Florestas submarinas de algas tropicais estão marcando um marco na pesquisa marinha, graças a um esforço colaborativo entre especialistas das universidades de Granada e Málaga, junto com a Fundação Charles Darwin (FCD). Este estudo inovador, publicado recentemente na revista Marine Biology, destaca a descoberta de uma nova espécie de alga na região tropical de Galápagos, uma descoberta que pode ser um avanço significativo para a ciência.
Novo ecossistema: a floresta submarina de algas
Em colaboração com a Direção do Parque Nacional de Galápagos e a National Geographic, o estudo permitiu explorar as características ecológicas deste ecossistema único. As algas, conhecidas por seu tamanho imponente, criam densas florestas marinhas semelhantes aos manguezais e recifes de coral, oferecendo habitats vitais para a biodiversidade marinha.
Geralmente, essas florestas se desenvolvem em águas frias, em regiões polares ou temperadas, devido à sua necessidade de luz constante. No entanto, a floresta descoberta na Reserva Marinha de Galápagos quebra essa norma ao se encontrar em águas tropicais e profundas, o que a torna única e de grande interesse científico.
Os pesquisadores apontam que esta é a primeira documentação de uma floresta de algas tão extensa em Galápagos, notavelmente distinta da Eisenia galapagensis encontrada anteriormente em 1934.
Tecnologia avançada para a exploração
A pesquisa se beneficiou das últimas tecnologias. Os veículos operados remotamente (ROVs) foram fundamentais para explorar áreas onde o mergulho tradicional é limitado, permitindo alcançar profundidades superiores a 40 metros. Em 2018, graças a um ROV equipado com uma garra mecânica, María Altamirano e Julio de la Rosa analisaram amostras da nova alga, um passo crítico para sua classificação taxonômica.
Conservação e descoberta
Os cientistas alertam sobre a importância dessas macroalgas como engenheiras do ecossistema, destacando seu papel na captura de carbono e como habitat essencial para a vida marinha em Galápagos. A descoberta ressalta a necessidade de continuar explorando e protegendo esses ricos ecossistemas marinhos.

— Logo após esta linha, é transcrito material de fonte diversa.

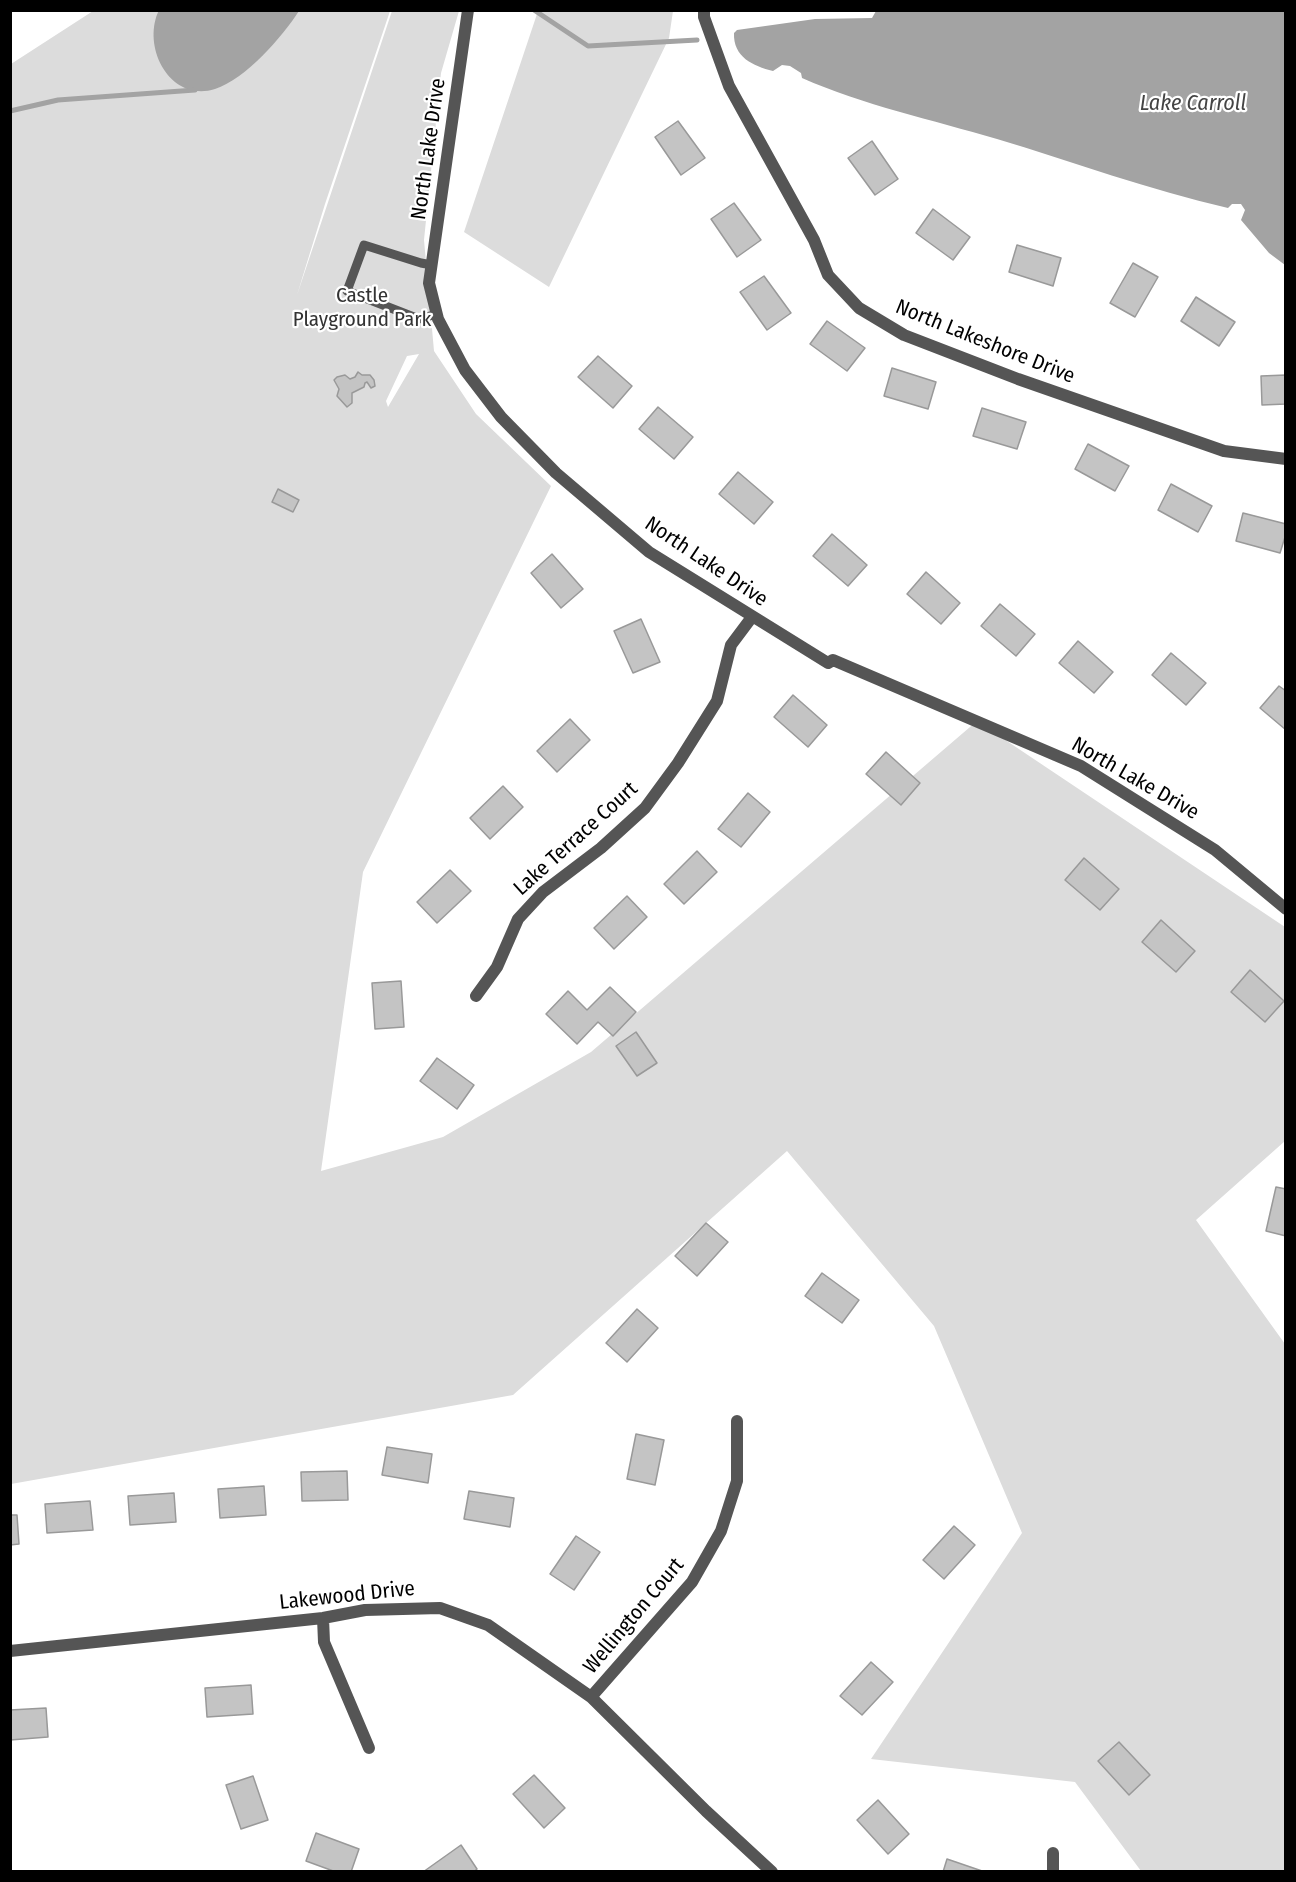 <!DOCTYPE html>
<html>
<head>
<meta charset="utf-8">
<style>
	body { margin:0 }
	#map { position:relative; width:1296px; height:1882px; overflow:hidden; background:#fff; font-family:"Fira Sans Condensed",sans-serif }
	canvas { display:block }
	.frame { position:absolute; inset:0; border:12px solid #000; pointer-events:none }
</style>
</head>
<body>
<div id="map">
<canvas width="1296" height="1882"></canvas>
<div class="frame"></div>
</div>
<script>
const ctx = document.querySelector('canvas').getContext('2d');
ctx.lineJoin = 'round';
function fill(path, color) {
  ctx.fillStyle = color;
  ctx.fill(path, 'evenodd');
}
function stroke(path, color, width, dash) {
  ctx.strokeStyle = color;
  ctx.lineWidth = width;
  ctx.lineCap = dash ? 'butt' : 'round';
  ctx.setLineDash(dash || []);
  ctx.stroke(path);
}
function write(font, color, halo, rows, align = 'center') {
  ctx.font = font + ' "Fira Sans Condensed",sans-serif';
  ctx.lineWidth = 4.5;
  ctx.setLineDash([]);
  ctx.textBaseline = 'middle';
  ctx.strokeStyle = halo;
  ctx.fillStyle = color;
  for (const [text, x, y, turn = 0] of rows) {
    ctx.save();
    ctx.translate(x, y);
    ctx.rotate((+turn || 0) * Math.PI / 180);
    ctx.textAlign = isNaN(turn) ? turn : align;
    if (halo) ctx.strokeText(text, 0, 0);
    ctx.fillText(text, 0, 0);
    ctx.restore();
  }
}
fill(new Path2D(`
	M 93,11 L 390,11 L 325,204 L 297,295 L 392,11 L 459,11 L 441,73 L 424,240 L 434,351 L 476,414 L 551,486 L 363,872 L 321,1171 L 443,1137 L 591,1052 L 977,721 L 1285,927 L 1285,1141 L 1196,1220 L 1285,1344 L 1285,1871 L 1141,1871 L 1075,1782 L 871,1759 L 1022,1533 L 934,1326 L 787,1151 L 513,1395 L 11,1484 L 11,64 ZM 419,354 L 388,407 L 386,401 L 407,356 Z
	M 538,11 L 673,11 L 669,38 L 549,287 L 464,232 Z`), '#dcdcdc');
fill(new Path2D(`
	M 159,10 L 299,10 L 299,11 C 282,37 246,79 215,89 C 170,103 141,47 159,10 Z
	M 876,11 L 1285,11 L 1285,265 L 1269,253 L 1241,220 L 1245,210 L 1241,204 L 1232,204 L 1228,208 C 1149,190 1074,162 997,139 C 933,120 863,105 802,78 L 801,73 L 790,66 L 782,65 L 773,71 C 753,66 733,57 734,33 L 737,30 L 815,19 L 872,18 Z`), '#a3a3a3');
stroke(new Path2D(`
	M 534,10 L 588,46 L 697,40
	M 10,111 L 58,100 L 195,90`), '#a3a3a3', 5);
const building = new Path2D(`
	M 678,121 L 705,158 L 681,175 L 655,137 Z
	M 872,141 L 898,179 L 875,195 L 848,158 Z
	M 734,203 L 761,240 L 737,257 L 711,219 Z
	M 933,209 L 970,237 L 953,260 L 916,233 Z
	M 1017,245 L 1061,258 L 1053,286 L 1009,272 Z
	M 1133,263 L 1158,277 L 1135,317 L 1110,303 Z
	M 764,276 L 791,313 L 767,330 L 740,292 Z
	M 1196,297 L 1235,322 L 1219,346 L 1181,321 Z
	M 827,321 L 865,348 L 847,371 L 810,344 Z
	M 598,356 L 632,386 L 613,408 L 578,377 Z
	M 892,368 L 936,382 L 928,409 L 884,396 Z
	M 358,372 L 362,375 L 370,375 L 374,380 L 375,386 L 371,388 L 367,382 L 365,383 L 364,387 L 352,393 L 352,403 L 347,407 L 337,396 L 339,389 L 334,380 L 337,377 L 345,375 L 350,379 L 355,377 Z
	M 1286,375 L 1286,404 L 1262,405 L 1261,376 Z
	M 658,407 L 693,437 L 674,459 L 639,429 Z
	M 982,408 L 1026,422 L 1017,449 L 973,436 Z
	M 1088,444 L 1129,466 L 1115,491 L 1075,469 Z
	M 738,472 L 773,502 L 754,524 L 719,494 Z
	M 1171,484 L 1212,506 L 1198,532 L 1158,510 Z
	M 278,489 L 299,500 L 293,512 L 272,502 Z
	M 1243,513 L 1286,524 L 1286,534 L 1280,553 L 1236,541 Z
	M 832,534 L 867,565 L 848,586 L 813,556 Z
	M 552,554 L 583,589 L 561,608 L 531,573 Z
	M 926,572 L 960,603 L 941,624 L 907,594 Z
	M 1000,604 L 1035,634 L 1016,656 L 981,626 Z
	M 641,619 L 660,662 L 633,673 L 614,631 Z
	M 1078,641 L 1113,672 L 1094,693 L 1059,663 Z
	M 1171,653 L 1206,683 L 1186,705 L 1152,675 Z
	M 1279,686 L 1286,691 L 1286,730 L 1260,708 Z
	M 793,695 L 827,725 L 808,747 L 774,717 Z
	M 570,719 L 590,740 L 557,772 L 537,751 Z
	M 886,752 L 920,783 L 901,805 L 866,774 Z
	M 503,786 L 523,807 L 490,839 L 470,818 Z
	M 748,793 L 770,812 L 741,847 L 718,829 Z
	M 697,851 L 717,872 L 684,904 L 664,884 Z
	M 1084,858 L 1119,889 L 1100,910 L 1065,880 Z
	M 450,870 L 471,891 L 437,923 L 417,902 Z
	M 627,896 L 647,917 L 614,949 L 594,928 Z
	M 1161,920 L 1195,951 L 1176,972 L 1142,942 Z
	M 1250,970 L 1284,1001 L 1265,1022 L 1231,992 Z
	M 401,981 L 404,1027 L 375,1029 L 372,983 Z
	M 610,987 L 636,1012 L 613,1036 L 598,1022 L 577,1044 L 546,1014 L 568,991 L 587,1010 Z
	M 636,1032 L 657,1063 L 637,1076 L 616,1046 Z
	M 437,1058 L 474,1085 L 457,1109 L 420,1081 Z
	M 1276,1187 L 1286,1189 L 1286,1236 L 1266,1231 Z
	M 706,1223 L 728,1242 L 697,1276 L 675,1256 Z
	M 822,1273 L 859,1300 L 842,1323 L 805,1296 Z
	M 637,1309 L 658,1328 L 627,1362 L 606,1343 Z
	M 636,1434 L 664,1440 L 655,1485 L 627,1479 Z
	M 387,1447 L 432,1454 L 428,1483 L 382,1475 Z
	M 347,1471 L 348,1500 L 302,1501 L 301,1472 Z
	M 264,1486 L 266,1515 L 220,1518 L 218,1489 Z
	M 469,1491 L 514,1498 L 510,1527 L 464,1519 Z
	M 174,1493 L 176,1522 L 130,1525 L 128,1496 Z
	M 90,1501 L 93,1530 L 47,1533 L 45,1504 Z
	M 10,1515 L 17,1515 L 19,1544 L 10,1545 Z
	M 954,1526 L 975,1545 L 944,1579 L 923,1560 Z
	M 576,1536 L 600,1552 L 574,1590 L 550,1574 Z
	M 871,1662 L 893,1682 L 862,1715 L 840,1696 Z
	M 251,1685 L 253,1714 L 207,1717 L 205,1688 Z
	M 46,1708 L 48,1737 L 10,1740 L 10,1710 Z
	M 1119,1742 L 1150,1775 L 1129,1795 L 1098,1761 Z
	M 534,1775 L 565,1808 L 544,1828 L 513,1794 Z
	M 253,1776 L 268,1820 L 241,1829 L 226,1785 Z
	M 878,1800 L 909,1834 L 888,1854 L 857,1820 Z
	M 316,1833 L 359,1849 L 351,1872 L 336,1872 L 306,1861 Z
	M 461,1845 L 477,1869 L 474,1872 L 423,1872 Z
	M 947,1859 L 985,1872 L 943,1872 Z`);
fill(building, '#c4c4c4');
stroke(building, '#999', 1.5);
stroke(new Path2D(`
	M 432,265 L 421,263 L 364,245 L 347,291 L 419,319 L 437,314`), '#555', 9);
stroke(new Path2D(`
	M 468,10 L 429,283 L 438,319 L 465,370 L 501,417 L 556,473 L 649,552 L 828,663 L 833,660 L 1081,766 L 1215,850 L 1286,909
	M 704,10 L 704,17 L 729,86 L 814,240 L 828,275 L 859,308 L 904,335 L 1018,379 L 1224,451 L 1286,459
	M 476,996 L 497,967 L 518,919 L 543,892 L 601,848 L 645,808 L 678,763 L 717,701 L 731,645 L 752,617
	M 323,1618 L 324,1642 L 369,1748
	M 10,1651 L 323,1618 L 365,1610 L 440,1608 L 488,1625 L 591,1697 L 706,1811 L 772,1872
	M 591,1697 L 692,1582 L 721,1531 L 737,1481 L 737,1421
	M 1053,1872 L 1053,1853`), '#555', 12);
write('21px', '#000', '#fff', [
	["North Lake Drive",429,149,-82],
	["North Lakeshore Drive",985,342,22],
	["North Lake Drive",706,562,34],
	["North Lake Drive",1135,779,30],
	["Lake Terrace Court",576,839,-42],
	["Lakewood Drive",347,1596,-6],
	["Wellington Court",634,1616,-50]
]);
write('21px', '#333', '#fff', [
	["Castle",362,296],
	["Playground Park",362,320]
]);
write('italic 22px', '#444', '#fff', [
	["Lake Carroll",1193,104]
]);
</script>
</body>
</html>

Esta descoberta é um lembrete de quanto ainda há para conhecer sobre os ecossistemas marinhos a apenas 50 metros abaixo da superfície do oceano.
Colaboração internacional
O projeto ‘Montes Submarinos’, liderado por Salome Buglass da FCD, reuniu uma equipe internacional, incluindo pesquisadores da Universidade de Málaga, da Universidade de Granada e de outras instituições globais. Esta colaboração foi fundamental para avançar no conhecimento das florestas marinhas tropicais.